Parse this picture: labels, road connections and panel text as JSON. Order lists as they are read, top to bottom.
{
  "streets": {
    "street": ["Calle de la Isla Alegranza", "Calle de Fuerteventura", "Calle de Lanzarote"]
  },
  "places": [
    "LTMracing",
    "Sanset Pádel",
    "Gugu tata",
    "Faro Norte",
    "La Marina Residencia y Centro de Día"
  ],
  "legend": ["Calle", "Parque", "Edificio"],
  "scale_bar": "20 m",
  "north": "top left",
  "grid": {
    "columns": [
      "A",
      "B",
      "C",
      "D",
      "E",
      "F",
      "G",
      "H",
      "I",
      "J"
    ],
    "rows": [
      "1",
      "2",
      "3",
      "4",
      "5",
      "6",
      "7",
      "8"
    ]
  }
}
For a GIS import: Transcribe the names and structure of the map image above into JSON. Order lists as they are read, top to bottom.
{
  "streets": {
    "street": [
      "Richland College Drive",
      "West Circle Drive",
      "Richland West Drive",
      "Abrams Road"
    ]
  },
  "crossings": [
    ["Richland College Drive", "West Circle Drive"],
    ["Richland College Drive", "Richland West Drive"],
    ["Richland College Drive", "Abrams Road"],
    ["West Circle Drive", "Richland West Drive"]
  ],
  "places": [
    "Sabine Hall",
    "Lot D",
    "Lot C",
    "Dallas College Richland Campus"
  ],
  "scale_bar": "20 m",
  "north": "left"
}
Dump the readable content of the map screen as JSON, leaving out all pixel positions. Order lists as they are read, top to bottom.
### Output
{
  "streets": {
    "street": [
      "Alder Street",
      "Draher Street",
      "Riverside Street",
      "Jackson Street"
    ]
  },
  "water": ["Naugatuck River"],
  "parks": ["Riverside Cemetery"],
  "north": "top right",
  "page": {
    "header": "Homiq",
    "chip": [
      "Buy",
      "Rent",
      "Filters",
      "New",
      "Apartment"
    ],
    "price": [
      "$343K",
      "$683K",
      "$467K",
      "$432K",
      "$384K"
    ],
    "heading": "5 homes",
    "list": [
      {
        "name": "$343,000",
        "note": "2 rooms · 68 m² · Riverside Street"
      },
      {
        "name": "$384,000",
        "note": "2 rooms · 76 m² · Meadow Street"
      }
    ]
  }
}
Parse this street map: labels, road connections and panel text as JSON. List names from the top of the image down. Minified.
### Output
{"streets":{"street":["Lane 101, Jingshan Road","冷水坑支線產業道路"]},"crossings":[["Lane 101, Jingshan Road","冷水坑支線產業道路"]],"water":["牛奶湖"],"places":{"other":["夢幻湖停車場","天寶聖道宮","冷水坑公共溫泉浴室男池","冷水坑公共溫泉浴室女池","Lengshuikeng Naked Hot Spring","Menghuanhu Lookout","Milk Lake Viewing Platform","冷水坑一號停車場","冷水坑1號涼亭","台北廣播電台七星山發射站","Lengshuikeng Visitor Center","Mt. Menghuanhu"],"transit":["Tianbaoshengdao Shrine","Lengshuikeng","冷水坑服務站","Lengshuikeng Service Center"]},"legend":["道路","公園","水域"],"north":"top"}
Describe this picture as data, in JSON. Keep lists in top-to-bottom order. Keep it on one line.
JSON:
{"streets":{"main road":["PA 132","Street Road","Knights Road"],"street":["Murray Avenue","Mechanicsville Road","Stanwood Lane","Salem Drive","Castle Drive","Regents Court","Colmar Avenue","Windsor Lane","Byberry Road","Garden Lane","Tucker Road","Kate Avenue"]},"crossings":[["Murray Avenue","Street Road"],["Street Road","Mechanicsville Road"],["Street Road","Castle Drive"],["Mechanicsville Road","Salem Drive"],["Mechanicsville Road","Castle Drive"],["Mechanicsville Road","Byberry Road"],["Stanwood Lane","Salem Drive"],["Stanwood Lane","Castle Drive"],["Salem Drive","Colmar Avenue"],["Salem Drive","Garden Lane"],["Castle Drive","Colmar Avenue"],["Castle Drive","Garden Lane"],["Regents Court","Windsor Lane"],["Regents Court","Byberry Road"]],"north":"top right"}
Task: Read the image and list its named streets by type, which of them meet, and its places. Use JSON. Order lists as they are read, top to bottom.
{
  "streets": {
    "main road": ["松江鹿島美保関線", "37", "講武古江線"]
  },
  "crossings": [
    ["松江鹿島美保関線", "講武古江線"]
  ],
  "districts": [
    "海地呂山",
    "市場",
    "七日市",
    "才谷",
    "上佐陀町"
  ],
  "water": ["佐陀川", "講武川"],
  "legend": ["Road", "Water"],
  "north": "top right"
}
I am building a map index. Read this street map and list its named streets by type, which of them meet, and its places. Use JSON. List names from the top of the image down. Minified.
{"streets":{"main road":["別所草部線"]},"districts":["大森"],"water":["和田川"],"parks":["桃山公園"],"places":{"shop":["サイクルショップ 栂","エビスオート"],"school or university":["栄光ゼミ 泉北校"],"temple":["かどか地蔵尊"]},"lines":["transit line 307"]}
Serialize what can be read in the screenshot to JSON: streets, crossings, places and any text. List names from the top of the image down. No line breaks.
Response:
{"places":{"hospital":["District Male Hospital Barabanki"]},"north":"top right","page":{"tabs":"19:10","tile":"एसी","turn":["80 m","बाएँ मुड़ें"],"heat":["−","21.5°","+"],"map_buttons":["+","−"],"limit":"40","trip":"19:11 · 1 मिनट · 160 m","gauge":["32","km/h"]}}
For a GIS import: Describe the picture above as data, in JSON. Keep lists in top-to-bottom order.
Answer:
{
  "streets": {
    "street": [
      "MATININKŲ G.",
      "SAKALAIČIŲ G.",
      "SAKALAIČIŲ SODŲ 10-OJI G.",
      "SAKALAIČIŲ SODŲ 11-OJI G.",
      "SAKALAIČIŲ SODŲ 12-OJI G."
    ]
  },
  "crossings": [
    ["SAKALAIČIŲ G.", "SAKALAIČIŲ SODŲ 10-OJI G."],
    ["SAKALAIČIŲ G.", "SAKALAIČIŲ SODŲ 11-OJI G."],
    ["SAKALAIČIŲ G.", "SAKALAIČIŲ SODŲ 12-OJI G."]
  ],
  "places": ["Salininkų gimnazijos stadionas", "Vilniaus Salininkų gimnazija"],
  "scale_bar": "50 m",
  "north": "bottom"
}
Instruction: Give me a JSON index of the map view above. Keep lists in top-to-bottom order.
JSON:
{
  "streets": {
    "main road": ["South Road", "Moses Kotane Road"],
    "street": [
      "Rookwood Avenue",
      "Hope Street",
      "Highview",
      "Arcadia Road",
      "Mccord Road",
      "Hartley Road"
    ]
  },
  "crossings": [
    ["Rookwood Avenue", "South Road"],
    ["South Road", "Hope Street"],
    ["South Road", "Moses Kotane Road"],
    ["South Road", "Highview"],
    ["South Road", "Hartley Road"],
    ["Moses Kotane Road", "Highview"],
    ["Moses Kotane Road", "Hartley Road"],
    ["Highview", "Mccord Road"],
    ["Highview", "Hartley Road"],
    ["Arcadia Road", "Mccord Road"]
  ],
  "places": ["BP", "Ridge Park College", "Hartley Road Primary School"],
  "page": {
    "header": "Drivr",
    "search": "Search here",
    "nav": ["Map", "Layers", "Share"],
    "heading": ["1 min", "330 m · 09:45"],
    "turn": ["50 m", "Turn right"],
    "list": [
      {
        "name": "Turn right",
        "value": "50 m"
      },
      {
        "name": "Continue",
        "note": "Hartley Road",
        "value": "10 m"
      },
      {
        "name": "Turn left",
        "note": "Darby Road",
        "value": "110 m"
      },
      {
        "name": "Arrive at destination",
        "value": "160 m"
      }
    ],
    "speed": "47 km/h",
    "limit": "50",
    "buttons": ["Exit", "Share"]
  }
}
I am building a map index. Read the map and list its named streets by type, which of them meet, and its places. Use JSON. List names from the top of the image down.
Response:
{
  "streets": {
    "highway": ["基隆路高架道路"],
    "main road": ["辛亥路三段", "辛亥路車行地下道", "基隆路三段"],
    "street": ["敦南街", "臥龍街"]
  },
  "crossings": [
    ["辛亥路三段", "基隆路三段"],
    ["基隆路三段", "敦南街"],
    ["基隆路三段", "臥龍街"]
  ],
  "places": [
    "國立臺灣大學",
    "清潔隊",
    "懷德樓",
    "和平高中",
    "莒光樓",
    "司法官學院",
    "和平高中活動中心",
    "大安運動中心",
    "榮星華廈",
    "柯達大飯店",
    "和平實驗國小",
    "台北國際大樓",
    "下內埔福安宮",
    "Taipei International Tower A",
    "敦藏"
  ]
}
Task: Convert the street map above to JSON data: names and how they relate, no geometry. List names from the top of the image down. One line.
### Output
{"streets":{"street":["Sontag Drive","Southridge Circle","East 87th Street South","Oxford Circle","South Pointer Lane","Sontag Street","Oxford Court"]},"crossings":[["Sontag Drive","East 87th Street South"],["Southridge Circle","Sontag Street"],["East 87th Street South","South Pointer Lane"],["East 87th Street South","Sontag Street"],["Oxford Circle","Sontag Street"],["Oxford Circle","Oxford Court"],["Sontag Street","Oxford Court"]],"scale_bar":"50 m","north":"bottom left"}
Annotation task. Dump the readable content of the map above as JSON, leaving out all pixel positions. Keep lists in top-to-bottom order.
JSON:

▬▬▬▬▬▬

# Assigned task
A copy of each line in the data above that holds the string "Describe" is needed.

# Exercise answer
Describe this picture as data, in JSON. Keep lists in top-to-bottom order. Keep it on one line.
For a GIS import: Describe the picture above as data, in JSON. Keep lists in top-to-bottom order.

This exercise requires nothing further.